WORK INSTRUCTIONS:
From the records that follow, copy every line that contains the word "body".

BEGIN SUPPLIED RECORDS

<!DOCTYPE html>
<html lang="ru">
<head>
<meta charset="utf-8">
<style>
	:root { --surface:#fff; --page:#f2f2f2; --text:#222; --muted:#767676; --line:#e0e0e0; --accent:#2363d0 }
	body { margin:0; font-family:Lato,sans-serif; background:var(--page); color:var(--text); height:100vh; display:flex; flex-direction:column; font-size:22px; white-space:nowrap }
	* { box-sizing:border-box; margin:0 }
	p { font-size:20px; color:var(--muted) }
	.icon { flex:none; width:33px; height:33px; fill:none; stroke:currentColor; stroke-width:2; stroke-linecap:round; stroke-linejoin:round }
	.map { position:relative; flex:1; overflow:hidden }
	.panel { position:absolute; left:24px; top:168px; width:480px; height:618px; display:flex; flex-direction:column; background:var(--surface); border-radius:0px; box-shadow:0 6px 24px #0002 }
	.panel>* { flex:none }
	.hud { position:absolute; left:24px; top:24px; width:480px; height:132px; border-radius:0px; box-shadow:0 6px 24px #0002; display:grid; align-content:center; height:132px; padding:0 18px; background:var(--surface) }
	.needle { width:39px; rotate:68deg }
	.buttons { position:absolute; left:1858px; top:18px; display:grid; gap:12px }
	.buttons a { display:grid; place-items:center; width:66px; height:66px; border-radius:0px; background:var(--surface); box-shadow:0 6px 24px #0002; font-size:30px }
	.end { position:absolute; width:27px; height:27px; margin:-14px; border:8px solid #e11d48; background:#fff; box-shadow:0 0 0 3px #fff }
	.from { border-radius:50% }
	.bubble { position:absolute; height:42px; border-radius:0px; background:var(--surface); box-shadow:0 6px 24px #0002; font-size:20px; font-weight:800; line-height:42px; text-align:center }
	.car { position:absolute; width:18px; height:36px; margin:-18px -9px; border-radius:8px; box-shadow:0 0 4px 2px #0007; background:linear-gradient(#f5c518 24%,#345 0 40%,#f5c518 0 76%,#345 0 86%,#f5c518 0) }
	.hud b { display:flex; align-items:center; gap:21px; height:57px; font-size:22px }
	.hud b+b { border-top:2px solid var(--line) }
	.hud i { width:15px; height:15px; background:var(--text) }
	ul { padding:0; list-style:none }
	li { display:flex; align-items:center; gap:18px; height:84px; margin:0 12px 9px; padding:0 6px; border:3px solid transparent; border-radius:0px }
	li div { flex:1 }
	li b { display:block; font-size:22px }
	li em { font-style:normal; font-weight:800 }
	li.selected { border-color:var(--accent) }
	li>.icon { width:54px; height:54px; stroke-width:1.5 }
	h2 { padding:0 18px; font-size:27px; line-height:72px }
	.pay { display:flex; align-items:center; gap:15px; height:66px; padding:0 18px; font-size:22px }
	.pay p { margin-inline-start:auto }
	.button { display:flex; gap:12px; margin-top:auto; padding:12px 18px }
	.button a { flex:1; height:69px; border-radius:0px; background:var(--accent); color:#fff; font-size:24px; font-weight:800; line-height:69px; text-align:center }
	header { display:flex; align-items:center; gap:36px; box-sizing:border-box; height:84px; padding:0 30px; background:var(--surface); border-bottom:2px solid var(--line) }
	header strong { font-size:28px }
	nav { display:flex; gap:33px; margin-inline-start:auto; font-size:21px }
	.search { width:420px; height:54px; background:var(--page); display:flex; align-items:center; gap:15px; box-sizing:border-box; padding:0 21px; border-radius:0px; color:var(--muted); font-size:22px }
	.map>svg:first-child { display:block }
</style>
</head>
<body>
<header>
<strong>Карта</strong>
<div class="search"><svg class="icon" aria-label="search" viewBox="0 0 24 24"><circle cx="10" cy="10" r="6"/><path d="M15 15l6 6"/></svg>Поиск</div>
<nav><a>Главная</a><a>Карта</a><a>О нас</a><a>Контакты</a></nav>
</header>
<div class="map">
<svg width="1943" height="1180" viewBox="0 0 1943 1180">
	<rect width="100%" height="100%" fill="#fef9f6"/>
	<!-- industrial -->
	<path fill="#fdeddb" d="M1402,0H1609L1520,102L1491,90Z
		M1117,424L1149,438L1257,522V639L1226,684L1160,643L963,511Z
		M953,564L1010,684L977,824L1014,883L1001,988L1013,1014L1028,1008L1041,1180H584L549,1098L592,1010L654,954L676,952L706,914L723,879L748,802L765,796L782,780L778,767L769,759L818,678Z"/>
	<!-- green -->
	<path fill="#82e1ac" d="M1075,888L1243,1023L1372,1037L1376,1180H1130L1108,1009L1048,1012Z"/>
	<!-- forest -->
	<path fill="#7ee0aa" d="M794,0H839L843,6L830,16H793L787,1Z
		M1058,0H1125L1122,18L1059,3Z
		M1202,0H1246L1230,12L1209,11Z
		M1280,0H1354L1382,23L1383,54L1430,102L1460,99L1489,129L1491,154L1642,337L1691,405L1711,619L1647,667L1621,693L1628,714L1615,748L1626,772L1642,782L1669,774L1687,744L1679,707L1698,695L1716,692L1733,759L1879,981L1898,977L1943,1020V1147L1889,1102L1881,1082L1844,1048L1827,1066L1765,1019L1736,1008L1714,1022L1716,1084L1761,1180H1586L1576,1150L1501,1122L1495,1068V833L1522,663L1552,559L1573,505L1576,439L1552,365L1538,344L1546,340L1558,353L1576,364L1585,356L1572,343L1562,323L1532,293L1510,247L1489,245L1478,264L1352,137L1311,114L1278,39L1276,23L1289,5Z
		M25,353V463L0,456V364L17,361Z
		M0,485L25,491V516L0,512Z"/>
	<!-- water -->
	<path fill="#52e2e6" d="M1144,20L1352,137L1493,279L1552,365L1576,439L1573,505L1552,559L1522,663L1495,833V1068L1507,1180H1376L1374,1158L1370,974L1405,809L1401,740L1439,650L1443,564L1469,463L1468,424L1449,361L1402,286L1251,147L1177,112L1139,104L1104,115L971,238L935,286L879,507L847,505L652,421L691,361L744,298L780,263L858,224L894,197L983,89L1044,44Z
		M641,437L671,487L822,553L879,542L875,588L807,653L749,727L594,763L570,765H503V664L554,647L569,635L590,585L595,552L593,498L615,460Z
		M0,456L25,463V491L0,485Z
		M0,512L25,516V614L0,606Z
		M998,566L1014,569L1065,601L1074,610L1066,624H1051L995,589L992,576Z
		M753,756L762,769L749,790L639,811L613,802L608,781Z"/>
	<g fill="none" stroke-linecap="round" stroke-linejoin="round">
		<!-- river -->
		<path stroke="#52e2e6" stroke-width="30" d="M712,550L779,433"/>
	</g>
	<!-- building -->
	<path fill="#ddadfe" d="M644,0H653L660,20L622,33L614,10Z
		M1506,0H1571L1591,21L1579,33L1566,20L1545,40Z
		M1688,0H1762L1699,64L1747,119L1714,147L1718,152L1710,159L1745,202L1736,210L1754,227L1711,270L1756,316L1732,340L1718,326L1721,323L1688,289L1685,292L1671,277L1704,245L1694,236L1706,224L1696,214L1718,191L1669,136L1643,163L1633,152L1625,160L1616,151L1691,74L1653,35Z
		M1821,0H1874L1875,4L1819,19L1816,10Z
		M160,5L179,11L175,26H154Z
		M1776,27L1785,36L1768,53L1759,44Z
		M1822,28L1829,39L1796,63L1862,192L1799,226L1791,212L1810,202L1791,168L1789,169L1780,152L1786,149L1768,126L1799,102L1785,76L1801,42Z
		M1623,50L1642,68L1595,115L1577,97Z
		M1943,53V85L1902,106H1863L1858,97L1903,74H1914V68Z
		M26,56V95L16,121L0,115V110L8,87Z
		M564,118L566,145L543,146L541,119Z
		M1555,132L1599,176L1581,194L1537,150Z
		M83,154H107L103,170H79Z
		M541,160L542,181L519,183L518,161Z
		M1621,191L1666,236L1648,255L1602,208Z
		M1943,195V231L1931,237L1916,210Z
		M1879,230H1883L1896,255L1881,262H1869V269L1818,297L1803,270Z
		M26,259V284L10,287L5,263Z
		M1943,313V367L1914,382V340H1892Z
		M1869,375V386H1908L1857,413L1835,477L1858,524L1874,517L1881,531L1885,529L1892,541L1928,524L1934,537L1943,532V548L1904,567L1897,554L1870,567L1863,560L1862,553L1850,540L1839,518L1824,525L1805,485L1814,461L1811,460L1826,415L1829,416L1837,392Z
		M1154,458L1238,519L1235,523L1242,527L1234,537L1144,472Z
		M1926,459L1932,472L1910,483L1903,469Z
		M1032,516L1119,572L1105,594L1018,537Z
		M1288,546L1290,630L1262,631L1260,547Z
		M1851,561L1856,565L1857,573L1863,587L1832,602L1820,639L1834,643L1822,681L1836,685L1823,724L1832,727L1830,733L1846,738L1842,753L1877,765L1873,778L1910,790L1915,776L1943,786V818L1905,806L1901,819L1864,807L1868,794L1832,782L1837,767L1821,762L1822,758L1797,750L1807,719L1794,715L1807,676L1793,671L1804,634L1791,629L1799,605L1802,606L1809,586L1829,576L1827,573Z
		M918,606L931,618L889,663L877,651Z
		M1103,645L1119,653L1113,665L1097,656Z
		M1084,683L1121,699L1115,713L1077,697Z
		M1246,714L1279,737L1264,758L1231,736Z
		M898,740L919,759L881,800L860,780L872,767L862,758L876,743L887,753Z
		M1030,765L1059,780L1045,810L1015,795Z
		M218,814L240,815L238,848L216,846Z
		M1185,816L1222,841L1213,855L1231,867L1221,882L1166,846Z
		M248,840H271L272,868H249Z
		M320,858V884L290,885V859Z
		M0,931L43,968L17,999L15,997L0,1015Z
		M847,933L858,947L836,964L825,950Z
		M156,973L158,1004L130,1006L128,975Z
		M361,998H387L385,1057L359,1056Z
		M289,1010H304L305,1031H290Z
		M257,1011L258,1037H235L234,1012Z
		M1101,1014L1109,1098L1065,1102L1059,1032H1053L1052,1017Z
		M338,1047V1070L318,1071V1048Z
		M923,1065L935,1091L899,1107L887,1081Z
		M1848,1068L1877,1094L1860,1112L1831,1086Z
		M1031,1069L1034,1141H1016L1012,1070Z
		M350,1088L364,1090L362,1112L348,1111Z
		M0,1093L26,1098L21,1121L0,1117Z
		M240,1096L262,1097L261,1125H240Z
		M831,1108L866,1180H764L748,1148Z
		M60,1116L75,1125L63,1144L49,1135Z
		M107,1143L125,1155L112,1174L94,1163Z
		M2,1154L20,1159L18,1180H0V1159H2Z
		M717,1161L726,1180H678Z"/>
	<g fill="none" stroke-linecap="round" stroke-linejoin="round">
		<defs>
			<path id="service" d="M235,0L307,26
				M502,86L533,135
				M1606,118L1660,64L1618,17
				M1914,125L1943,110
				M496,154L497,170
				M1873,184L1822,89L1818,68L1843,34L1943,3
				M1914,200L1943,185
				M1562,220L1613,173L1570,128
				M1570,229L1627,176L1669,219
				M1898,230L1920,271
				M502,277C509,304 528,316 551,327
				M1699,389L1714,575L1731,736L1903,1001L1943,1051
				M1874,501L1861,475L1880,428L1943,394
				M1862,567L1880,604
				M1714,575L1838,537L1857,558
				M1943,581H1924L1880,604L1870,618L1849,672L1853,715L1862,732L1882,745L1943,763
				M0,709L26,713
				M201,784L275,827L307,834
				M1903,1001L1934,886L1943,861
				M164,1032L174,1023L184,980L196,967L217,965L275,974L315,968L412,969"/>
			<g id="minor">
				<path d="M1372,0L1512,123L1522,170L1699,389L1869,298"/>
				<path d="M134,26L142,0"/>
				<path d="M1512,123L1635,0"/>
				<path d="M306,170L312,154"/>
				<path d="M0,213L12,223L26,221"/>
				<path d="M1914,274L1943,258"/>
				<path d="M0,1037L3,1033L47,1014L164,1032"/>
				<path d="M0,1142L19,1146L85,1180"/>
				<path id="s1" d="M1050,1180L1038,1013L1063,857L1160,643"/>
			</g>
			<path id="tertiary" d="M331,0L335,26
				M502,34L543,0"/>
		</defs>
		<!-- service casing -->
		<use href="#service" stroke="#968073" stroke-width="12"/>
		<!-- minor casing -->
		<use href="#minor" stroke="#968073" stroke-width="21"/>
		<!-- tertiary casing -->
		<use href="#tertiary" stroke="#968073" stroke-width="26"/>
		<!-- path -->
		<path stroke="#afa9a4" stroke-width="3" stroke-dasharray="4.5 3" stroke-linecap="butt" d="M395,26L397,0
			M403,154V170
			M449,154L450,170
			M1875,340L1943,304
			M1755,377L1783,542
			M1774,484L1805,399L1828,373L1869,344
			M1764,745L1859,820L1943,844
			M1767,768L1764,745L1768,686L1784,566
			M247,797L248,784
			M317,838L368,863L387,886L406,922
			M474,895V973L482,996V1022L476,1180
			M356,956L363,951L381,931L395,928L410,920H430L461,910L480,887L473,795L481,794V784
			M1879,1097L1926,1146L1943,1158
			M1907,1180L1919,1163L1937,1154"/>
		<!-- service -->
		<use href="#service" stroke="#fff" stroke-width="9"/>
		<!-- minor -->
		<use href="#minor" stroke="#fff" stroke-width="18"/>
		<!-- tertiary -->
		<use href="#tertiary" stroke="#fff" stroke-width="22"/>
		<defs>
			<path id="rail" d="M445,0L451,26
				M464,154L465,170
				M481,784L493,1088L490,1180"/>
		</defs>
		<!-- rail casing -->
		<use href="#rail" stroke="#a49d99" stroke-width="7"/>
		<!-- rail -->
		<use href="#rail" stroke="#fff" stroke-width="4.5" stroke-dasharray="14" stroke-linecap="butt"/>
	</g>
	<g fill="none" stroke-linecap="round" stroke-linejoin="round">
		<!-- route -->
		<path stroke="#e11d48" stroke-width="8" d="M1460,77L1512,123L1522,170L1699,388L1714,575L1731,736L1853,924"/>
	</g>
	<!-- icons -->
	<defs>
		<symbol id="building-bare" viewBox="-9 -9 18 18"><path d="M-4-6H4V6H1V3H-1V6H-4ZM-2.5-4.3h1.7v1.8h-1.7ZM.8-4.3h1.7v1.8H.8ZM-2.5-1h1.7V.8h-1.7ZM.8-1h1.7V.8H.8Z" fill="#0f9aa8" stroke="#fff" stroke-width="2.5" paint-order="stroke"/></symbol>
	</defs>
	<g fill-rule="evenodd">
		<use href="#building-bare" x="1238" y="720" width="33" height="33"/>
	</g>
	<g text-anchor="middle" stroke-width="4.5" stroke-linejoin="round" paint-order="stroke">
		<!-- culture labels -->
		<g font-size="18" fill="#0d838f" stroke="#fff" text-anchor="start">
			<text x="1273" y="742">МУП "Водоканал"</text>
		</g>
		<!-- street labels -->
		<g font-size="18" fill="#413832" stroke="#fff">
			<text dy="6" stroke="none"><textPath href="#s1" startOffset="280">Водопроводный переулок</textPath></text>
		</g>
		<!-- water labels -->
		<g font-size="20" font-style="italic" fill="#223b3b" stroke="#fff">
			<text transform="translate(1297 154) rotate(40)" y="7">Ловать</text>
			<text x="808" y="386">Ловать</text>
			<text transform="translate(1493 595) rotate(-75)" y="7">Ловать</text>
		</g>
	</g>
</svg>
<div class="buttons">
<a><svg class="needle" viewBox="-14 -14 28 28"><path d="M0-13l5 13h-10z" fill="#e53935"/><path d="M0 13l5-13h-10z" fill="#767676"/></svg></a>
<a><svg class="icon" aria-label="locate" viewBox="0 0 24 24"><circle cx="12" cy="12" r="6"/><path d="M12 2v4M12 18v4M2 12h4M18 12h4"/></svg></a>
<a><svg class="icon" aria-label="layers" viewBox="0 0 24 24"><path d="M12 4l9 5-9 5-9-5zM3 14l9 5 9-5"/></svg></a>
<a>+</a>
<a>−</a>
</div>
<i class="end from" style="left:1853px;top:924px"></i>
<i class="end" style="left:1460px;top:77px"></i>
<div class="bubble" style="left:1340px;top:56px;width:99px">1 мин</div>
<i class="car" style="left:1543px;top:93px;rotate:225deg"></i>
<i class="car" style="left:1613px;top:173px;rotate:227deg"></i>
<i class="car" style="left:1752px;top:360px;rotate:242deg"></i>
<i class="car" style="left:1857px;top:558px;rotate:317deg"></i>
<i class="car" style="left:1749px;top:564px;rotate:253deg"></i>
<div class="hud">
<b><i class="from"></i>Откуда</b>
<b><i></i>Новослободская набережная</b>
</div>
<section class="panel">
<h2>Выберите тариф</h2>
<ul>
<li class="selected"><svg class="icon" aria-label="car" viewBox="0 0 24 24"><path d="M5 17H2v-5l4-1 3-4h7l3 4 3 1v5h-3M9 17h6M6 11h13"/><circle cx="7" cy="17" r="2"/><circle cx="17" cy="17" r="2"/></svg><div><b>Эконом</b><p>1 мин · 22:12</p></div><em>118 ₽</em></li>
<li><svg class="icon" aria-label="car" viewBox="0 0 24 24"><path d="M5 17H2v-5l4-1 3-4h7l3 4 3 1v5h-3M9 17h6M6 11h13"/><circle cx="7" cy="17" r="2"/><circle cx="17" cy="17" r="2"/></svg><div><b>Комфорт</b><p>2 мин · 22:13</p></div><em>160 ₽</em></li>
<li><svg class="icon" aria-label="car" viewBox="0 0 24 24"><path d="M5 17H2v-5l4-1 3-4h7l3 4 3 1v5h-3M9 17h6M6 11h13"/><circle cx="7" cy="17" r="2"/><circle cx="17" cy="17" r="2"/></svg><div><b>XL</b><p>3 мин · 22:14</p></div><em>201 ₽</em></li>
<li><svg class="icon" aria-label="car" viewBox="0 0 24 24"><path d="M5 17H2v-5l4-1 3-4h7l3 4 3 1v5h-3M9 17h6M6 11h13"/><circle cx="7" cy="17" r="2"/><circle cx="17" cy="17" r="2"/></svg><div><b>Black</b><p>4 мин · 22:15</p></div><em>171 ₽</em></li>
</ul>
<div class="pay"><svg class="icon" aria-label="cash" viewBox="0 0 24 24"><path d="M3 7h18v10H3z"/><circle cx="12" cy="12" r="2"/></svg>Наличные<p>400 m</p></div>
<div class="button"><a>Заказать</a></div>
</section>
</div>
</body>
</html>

END SUPPLIED RECORDS

RESULT:
	body { margin:0; font-family:Lato,sans-serif; background:var(--page); color:var(--text); height:100vh; display:flex; flex-direction:column; font-size:22px; white-space:nowrap }
<body>
</body>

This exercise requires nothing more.